‘Tis the season for spooky, so here’s a little retrospective piece on my favourite Canadian horror film, the original Black Christmas, directed by the late Bob Clark, best known for his other holiday classic, A Christmas Story. I rarely watch A Christmas Story at Christmas, despite the charm of Darren McGavin, my dearest Kolchak. My tradition during those holidays is to watch Black Christmas, in conjunction with its polar opposite, White Christmas. It amuses me to imagine that that old crooner Bing Crosby got tired of the honey of his baritone, took a belt saw to it, quit the act, and became Billy, that stealthy, squawking stalker.
Filmed around Toronto and released in 1974, it features a cast that includes Zeffirelli’s Juliet, Olivia Hussey, a pre-Superman Margot Kidder, and the power house and horror staple John Saxon in the role of an ineffectual police lieutenant that prefigures his role in A Nightmare on Elm Street. The film holds a signification position in horror film history. Billy seems to descend from Ed Gein, and his celluloid alter ego, the shy, ridiculously handsome and diffident, slasher Psycho, Norman Bates.

They are killers with a terrifying connection to “Mother”, located in relative isolation, featuring eerie houses with too many places to hide to be safe. Clark riffs on Psycho even as he improves on its ending (yeah I said it) and it’s his film that defined and solidified what would be the major features of what would become the slasher genre. Billy does not wait to kill, but seeks out sexualized teen victims, for no clear purpose, and while he remains almost invisible, thanks to extensive use of a shoulder cam, we often see his actions through his unspeakably evil eyes, through that killer point of view, and in the climax of the film, we still do not know who he is, or the whys of what he’s done. We only know that it is a matter of time before he kills again.
Many films have since been made in this mould, and what might be the most successful slasher film of all, John Carpenter’s Halloween, clearly owes a debt to Black Christmas: Michael Myers is only known credited as “the Shape” in the movie that would break box office records and kick start the successful film franchise. Carpenter plays with the same conventions he admired in Black Christmas and further elaborates on them: the Shape is seen and not heard as Billy is heard but not seen.
It is always Billy’s voice that echoes through any discussion of Black Christmas.
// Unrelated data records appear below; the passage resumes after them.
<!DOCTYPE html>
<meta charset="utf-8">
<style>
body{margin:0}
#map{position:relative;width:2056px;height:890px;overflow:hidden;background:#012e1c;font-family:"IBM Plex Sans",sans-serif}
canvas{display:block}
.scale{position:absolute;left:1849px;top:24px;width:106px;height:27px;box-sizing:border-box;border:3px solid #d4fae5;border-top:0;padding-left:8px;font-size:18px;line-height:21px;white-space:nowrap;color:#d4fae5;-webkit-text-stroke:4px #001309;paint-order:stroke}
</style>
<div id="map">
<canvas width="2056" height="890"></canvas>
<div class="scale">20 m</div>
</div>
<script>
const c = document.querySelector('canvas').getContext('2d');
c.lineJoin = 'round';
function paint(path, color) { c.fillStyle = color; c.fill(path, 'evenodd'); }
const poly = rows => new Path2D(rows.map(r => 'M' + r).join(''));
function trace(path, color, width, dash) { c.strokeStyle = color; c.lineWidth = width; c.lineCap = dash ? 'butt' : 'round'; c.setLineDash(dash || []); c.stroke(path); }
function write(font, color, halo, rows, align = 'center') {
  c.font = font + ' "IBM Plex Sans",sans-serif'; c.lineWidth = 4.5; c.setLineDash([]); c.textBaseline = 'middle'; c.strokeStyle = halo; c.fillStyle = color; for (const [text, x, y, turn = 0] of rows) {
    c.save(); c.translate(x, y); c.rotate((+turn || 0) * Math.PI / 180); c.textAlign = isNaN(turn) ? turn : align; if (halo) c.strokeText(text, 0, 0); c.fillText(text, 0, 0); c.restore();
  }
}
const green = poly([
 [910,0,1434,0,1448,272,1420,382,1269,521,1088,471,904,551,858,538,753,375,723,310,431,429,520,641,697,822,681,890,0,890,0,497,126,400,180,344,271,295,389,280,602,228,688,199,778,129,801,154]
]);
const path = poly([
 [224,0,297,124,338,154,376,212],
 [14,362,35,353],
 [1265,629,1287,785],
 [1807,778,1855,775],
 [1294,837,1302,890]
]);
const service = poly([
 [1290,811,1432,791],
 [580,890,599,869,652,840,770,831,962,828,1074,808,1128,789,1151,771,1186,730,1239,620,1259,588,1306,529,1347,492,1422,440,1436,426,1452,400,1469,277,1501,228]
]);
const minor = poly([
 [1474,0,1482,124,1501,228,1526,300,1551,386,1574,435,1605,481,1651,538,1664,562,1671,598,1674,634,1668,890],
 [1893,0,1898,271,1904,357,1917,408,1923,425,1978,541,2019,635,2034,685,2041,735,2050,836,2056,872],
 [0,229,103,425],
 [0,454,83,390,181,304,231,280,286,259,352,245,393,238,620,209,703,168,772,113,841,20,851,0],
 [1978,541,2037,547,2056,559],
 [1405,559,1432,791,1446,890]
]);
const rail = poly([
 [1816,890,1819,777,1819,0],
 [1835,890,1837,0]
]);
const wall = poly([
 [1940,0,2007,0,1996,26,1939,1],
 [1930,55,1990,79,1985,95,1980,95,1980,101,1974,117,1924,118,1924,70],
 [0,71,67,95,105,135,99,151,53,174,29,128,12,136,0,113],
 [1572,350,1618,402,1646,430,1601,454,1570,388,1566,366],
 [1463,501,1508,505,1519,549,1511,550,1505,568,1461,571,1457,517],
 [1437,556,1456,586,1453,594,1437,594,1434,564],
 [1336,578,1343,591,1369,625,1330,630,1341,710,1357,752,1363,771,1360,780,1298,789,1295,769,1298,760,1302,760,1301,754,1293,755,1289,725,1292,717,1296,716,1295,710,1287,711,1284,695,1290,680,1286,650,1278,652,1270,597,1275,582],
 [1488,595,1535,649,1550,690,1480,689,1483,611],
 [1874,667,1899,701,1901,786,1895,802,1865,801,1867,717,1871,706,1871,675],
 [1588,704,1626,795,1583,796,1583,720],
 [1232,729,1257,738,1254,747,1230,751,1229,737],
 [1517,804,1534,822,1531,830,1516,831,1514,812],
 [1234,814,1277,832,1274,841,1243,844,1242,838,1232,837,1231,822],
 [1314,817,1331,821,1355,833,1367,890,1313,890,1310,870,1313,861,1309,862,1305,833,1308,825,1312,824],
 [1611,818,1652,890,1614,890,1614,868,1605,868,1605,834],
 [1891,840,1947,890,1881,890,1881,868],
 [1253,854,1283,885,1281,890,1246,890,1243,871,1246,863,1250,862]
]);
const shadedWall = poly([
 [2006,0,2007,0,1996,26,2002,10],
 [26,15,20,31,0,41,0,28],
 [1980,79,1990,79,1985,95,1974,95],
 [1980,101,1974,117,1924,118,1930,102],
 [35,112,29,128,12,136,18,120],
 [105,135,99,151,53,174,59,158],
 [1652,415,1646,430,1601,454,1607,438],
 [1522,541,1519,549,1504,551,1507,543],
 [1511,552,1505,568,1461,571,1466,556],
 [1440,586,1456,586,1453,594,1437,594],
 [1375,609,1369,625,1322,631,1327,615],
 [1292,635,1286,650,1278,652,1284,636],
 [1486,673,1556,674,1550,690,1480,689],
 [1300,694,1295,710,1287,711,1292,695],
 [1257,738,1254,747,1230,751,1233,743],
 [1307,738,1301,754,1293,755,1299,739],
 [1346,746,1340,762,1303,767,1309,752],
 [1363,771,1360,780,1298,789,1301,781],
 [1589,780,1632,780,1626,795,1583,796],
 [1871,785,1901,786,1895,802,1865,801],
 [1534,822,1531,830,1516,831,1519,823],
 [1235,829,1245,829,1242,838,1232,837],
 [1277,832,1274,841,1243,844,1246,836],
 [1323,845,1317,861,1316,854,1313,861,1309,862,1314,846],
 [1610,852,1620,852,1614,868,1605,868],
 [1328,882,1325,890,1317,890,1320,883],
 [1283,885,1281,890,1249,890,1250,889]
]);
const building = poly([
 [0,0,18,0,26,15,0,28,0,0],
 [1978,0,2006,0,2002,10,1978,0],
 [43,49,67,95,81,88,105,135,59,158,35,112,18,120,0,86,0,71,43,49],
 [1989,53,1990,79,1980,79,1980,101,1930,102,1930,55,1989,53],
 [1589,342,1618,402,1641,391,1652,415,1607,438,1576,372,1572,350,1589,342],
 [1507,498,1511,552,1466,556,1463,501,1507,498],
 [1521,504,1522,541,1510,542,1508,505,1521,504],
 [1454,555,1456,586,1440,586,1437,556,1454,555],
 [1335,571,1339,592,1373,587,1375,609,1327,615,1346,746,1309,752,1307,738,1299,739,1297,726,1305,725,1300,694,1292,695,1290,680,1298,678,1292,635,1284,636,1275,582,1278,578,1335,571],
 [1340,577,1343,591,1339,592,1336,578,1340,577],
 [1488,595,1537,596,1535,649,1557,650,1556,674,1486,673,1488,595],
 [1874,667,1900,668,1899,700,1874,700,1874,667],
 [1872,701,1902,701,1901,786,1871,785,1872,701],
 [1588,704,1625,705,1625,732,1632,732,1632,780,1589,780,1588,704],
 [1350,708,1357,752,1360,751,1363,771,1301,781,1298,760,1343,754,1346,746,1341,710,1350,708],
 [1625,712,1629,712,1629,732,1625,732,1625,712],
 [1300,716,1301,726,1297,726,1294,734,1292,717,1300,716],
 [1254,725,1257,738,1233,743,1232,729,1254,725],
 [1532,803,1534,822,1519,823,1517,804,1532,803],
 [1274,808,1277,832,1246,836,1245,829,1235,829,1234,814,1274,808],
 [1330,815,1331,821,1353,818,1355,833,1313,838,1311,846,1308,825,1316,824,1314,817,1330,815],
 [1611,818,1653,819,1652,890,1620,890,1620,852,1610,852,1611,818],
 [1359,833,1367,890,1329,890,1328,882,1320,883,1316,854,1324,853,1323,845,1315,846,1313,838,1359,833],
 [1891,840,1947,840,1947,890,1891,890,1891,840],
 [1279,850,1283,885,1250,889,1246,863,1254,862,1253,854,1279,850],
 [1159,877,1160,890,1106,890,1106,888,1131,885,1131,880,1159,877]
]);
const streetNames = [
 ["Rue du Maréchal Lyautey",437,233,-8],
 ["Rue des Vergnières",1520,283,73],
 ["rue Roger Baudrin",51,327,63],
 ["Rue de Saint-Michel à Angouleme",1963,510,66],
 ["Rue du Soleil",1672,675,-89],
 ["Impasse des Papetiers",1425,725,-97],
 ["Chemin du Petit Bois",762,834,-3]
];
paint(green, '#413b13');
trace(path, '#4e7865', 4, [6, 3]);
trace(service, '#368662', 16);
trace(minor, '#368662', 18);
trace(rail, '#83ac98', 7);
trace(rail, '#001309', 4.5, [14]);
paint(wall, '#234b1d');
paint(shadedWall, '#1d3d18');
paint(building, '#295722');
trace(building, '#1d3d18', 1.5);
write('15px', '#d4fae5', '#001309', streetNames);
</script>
It is legion: cobbled together, Clark said, of his own voice, and four others including that of a woman (for Billy also speaks in his mother’s voice), and the guiding track, laid down by actor Frank Mancuso, edited and engineered together into one sprawling human caterwaul. His voice is all we really “see” of Billy, except when he watches us through the crack in the door with that freaky eye, and randomly, when a hand or shadow, appear now and again. He shrieks, he cries, he whines, he moans, into the phone, uttering what should be unutterable. He has to spread this pain, first in the calls he makes to the sorority house, and then in his actions within it, when he sneaks in, and begins to strangle, and suffocate the women, systematically snuffing them out before they can leave the house for the holidays, muttering to his mother, and as his mother, to his victims’ corpses up in the attic of the house.

Did I say Black Christmas was spooky? I think I meant it’s one of the most horrifying auditory experiences on film. And it makes excellent holiday viewing, at Christmas or in another tradition, sandwiched between Hitchcock and Carpenter, an unofficial trilogy that showcases the progression of movie terror at Halloween.